=== Available data ===
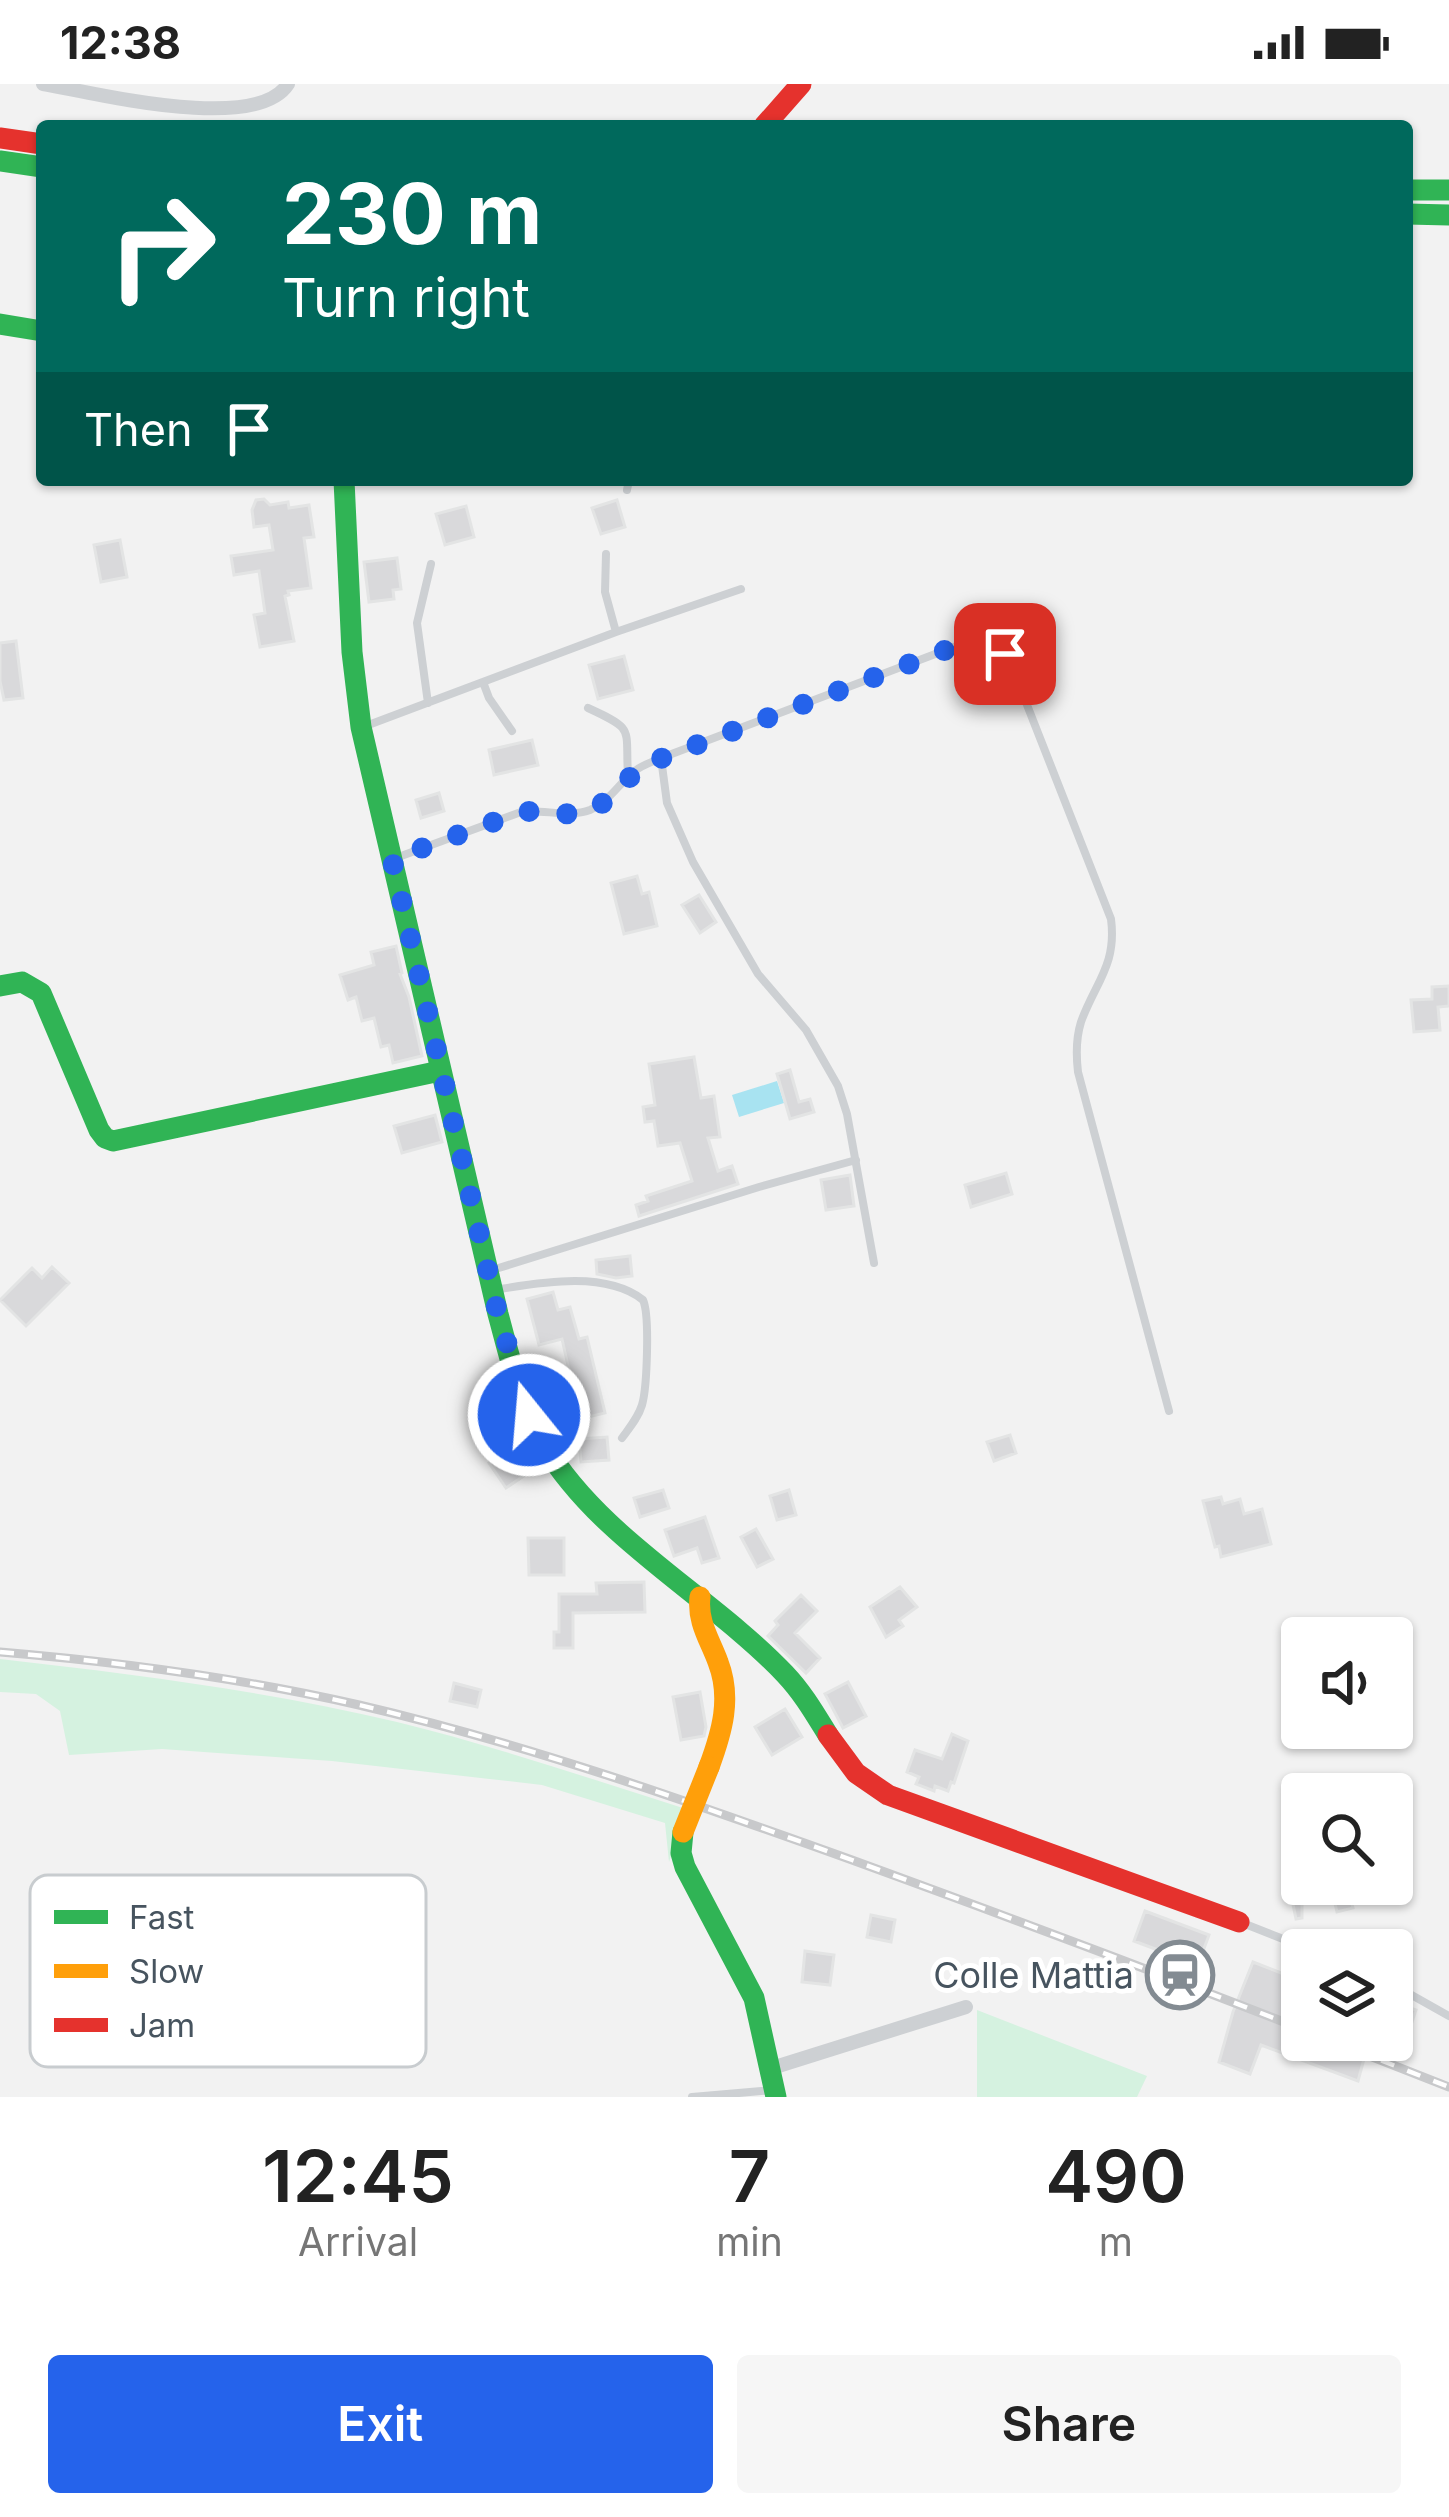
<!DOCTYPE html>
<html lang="en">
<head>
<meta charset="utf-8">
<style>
  :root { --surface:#fff; --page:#f6f6f6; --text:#222; --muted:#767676; --accent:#2563eb }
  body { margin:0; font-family:Inter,sans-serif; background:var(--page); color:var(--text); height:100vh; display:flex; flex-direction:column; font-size:45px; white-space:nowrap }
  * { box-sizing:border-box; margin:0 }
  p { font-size:39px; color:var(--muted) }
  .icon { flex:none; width:66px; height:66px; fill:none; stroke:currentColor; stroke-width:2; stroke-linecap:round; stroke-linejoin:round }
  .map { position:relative; height:2013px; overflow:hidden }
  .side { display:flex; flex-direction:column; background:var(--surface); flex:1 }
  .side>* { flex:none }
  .top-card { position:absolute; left:36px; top:36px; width:1377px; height:366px; border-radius:12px; box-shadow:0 3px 9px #0004; background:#00695c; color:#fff; overflow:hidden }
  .fabs { position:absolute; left:1281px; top:1533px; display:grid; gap:24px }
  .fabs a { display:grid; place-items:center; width:132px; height:132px; border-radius:12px; background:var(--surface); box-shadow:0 3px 9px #0004; font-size:60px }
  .pin { position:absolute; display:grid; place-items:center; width:102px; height:102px; color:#fff; margin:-51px; border-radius:24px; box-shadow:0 6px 18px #0006 }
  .me { position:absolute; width:132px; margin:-66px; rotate:343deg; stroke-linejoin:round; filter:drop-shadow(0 0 9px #0008) }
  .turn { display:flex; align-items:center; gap:42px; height:252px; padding:0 48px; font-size:54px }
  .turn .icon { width:156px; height:156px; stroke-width:2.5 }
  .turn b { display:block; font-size:84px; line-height:102px }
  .then { display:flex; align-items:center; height:114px; padding:0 48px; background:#0003; gap:24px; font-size:45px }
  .eta { display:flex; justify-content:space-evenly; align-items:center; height:204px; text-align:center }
  .eta b { font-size:72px; font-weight:600; line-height:84px }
  .action { display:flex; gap:24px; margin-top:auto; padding:24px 48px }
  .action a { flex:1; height:138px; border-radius:12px; background:var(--accent); color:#fff; font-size:48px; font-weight:600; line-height:138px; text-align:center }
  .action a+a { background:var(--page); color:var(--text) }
  .status { display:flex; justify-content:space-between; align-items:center; height:84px; padding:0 60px; background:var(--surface); direction:ltr }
  .status svg { height:33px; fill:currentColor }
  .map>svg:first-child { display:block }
  .green { fill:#d5f2e0 }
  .water { fill:#a8e3f1 }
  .building { fill:#d9d9db; stroke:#e3e4e4; stroke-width:3 }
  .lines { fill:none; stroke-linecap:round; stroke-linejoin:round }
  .lane { stroke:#cdd0d3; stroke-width:8 }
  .street { stroke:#cdd0d3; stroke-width:14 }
  .fast { stroke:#30b455; stroke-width:21 }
  .slow { stroke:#ff9f0a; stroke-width:21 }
  .jam { stroke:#e5322d; stroke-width:21 }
  .rail-casing { stroke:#c8c9cb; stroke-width:9 }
  .rail { stroke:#fff; stroke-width:4.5; stroke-dasharray:14; stroke-linecap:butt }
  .slow-bridge { stroke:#ff9f0a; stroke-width:21 }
  .route { stroke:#2563eb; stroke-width:21; stroke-dasharray:0 37.8 }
  .labels { text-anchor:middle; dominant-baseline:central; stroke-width:10; stroke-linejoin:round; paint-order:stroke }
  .poi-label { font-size:36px; fill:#47545f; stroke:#fff; text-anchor:end }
  .key { fill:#fff; stroke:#c8cccf; stroke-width:3 }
  .key-label { font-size:33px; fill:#47545f }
</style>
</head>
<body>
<div class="status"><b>12:38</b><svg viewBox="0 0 49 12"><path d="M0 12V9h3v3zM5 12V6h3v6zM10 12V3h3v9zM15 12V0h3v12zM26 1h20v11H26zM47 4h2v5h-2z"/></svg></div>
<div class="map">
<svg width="1449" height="2013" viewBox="0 0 1449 2013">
  <rect width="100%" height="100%" fill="#f2f2f2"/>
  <!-- green -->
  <path class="green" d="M0 1575C133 1590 267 1607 397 1638 495 1662 591 1695 686 1725L669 1778 665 1739 542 1701 332 1677 162 1665 69 1671 60 1627 36 1610 0 1608Z
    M977 1926 1147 1992 1137 2013H977Z"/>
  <!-- water -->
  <path class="water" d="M777 997 784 1019 739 1033 732 1011Z"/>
  <!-- building -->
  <path class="building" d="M264 415 270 421 288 418 289 424 309 421 314 453 304 454 311 504 288 507 289 511 285 512 294 557 260 563 254 531 265 529 259 487 234 491 231 472 273 466 269 441 254 443 252 426 256 416Z
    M617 416 625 443 601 450 592 424Z
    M466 422 474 453 445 461 436 430Z
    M120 456 127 493 101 498 94 461Z
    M397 474 401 505 393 506 394 515 369 518 364 478Z
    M16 557 23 614 4 616 0 597V559Z
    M624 572 633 606 598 615 589 581Z
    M532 656 538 681 494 691 489 666Z
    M439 709 444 727 421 734 416 716Z
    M637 792 642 810 649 808 657 842 624 850 611 799Z
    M699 811 716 838 700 849 682 821Z
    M396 862 402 889 400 890 409 913 422 972 393 979 389 961 381 963 374 934 362 937 356 913 348 916 340 891 374 881 371 868Z
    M1449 902V922L1438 923 1440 946 1414 948 1411 916 1432 915V903Z
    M694 973 701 1014 714 1012 720 1053 708 1054 718 1087 732 1082 738 1100 639 1132 636 1121 648 1117 646 1112 692 1097 680 1059 658 1062 654 1037 645 1038 643 1023 655 1021 649 980Z
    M790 986 799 1018 810 1015 814 1028 790 1035 777 990Z
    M435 1031 442 1058 402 1069 394 1042Z
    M1006 1089 1012 1110 971 1123 965 1101Z
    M850 1091 854 1122 826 1126 821 1096Z
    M630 1172 632 1192 616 1194 597 1190 596 1176Z
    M52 1183 69 1199 26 1242 0 1216 32 1184 42 1194Z
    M553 1208 558 1226 570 1223 579 1255 587 1253 605 1329 580 1335 562 1255 539 1261 527 1215Z
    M1010 1351 1016 1369 994 1377 987 1358Z
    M607 1353 609 1376 581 1378 579 1355Z
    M512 1365 528 1389 506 1404 489 1379Z
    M663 1406 669 1424 640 1433 634 1414Z
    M789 1406 796 1431 777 1436 770 1412Z
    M1221 1413 1223 1420 1240 1415 1244 1430 1262 1425 1271 1460 1221 1473 1219 1462 1215 1463 1203 1417Z
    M705 1433 719 1474 702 1479 697 1464 674 1472 665 1446Z
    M756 1445 773 1475 757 1483 741 1453Z
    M528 1454H564V1491H529Z
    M644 1498 645 1528 573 1529V1564H554V1548H559V1510H597L596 1499Z
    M900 1503 917 1523 899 1536 903 1542 886 1553 870 1523Z
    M801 1511 817 1527 795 1549 820 1574 806 1589 768 1552 778 1541 775 1537Z
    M848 1598 866 1632 843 1644 825 1610Z
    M454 1599 481 1606 477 1623 450 1617Z
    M700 1608 706 1643 704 1652 681 1656 673 1613Z
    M785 1625 802 1653 772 1671 755 1643Z
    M952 1650 968 1657 954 1699 951 1698 948 1707 935 1702 934 1707 916 1700 919 1693 907 1688 915 1666 942 1675Z
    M1302 1792V1800H1347L1353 1824 1337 1828 1332 1807 1302 1814V1834L1296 1835 1288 1796Z
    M1145 1827 1209 1851 1198 1881 1134 1857Z
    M871 1831 895 1836 891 1858 867 1853Z
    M805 1867 834 1871 830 1901 802 1898Z
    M1253 1878 1302 1897V1956H1312L1364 1975 1358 1997 1261 1961 1250 1990 1219 1978 1233 1928Z
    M1392 1918 1416 1926 1409 1947 1392 1941Z"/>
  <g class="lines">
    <!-- lane -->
    <path class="lane" d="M627 406 629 396
      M606 470 605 508 616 548
      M483 598 489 614 512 647
      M428 619 417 539 431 480
      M588 624C636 646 625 643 628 692
      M363 643 616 548 741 505
      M661 674 959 561C979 556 995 559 1009 575L1111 835C1117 881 1095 899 1081 938 1076 954 1076 971 1078 988L1169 1327
      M393 775 521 728C543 725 569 734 590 726 609 718 619 699 635 687 642 681 652 678 661 674L667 719 693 778 758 890 806 946 838 1002 847 1030 874 1179
      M489 1187 759 1103 856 1076
      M494 1206C538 1199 605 1186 643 1216 650 1231 647 1304 642 1321 638 1334 630 1343 622 1354
      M1240 1838 1311 1866
      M1392 1900 1449 1932
      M692 2013 774 2006"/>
    <!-- street -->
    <path class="street" d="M43 0C96 9 256 50 288 0
      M772 1984 966 1923"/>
    <!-- fast -->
    <path class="fast" d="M0 77 42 83
      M1407 106H1449
      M1407 130 1449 131
      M0 240 42 247
      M344 396 352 568 361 643 498 1230C510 1274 520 1321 544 1361 600 1455 711 1512 785 1590 803 1609 815 1630 828 1651
      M0 902 22 898 41 909 99 1046 105 1054 113 1057 440 987
      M683 1748 681 1769 685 1783 754 1914 776 2013"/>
    <!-- slow -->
    <path class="slow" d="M700 1513C697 1538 710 1556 718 1578 732 1614 722 1648 709 1683"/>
    <!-- jam -->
    <path class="jam" d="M764 42 801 0
      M0 54 42 60
      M828 1651 856 1689 888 1711 1239 1838"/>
    <defs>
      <path id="rail" d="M0 1568C121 1578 241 1594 359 1621 527 1660 690 1718 852 1776 1003 1831 1153 1887 1302 1945
        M1329 1956 1449 2003"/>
    </defs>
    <!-- rail casing -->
    <use href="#rail" class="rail-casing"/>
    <!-- rail -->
    <use href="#rail" class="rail"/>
    <!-- slow-bridge -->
    <path class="slow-bridge" d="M683 1748 709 1683"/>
  </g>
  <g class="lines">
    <!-- route -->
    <path class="route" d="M529 1331 498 1230 392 775 521 728C543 725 568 734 589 727 613 717 626 691 649 679L959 561C977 556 990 559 1005 570"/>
  </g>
  <!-- icons -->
  <defs>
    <symbol id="station-ring" viewBox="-11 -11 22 22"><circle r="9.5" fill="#fff" stroke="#838b92" stroke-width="1.5"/><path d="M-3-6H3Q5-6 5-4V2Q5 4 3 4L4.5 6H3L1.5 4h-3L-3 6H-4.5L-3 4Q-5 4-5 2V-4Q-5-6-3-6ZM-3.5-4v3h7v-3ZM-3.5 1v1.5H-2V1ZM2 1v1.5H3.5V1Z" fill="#838b92"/></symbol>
  </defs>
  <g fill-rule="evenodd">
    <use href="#station-ring" x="1142" y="1853" width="76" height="76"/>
  </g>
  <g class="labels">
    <!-- poi labels -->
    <g class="poi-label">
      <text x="1134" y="1891">Colle Mattia</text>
    </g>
  </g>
  <!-- legend -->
  <rect x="30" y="1791" width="396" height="192" rx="18" class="key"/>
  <rect x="54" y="1826" width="54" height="14" fill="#30b455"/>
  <rect x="54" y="1880" width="54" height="14" fill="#ff9f0a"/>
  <rect x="54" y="1934" width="54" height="14" fill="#e5322d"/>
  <g class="key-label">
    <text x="129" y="1845">Fast</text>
    <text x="129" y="1899">Slow</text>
    <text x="129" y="1953">Jam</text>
  </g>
</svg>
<div class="fabs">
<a><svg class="icon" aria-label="sound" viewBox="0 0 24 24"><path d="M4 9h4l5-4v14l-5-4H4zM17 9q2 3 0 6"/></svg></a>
<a><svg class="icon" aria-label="search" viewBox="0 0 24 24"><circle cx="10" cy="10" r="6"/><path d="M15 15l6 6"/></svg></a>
<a><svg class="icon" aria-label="layers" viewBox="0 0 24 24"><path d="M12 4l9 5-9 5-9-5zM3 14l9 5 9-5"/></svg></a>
</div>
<div class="pin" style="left:1005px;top:570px;background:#d93025"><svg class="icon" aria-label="arrive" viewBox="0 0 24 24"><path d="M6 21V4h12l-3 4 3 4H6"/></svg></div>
<svg class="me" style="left:529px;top:1331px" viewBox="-20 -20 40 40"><circle r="17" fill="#2563eb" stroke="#fff" stroke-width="3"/><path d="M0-11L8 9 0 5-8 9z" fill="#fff"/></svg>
<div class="top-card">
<div class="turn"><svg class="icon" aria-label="right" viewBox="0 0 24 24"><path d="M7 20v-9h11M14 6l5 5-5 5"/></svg><div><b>230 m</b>Turn right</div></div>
<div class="then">Then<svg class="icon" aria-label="arrive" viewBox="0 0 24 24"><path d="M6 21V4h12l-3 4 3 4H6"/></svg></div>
</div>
</div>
<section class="side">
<div class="eta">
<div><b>12:45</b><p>Arrival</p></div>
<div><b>7</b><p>min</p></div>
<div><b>490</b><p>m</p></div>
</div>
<div class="action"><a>Exit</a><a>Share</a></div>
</section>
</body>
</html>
===
Work to be completed -
Work out how many lines in the records above contain the word "column", and give only that number.

Reply -
2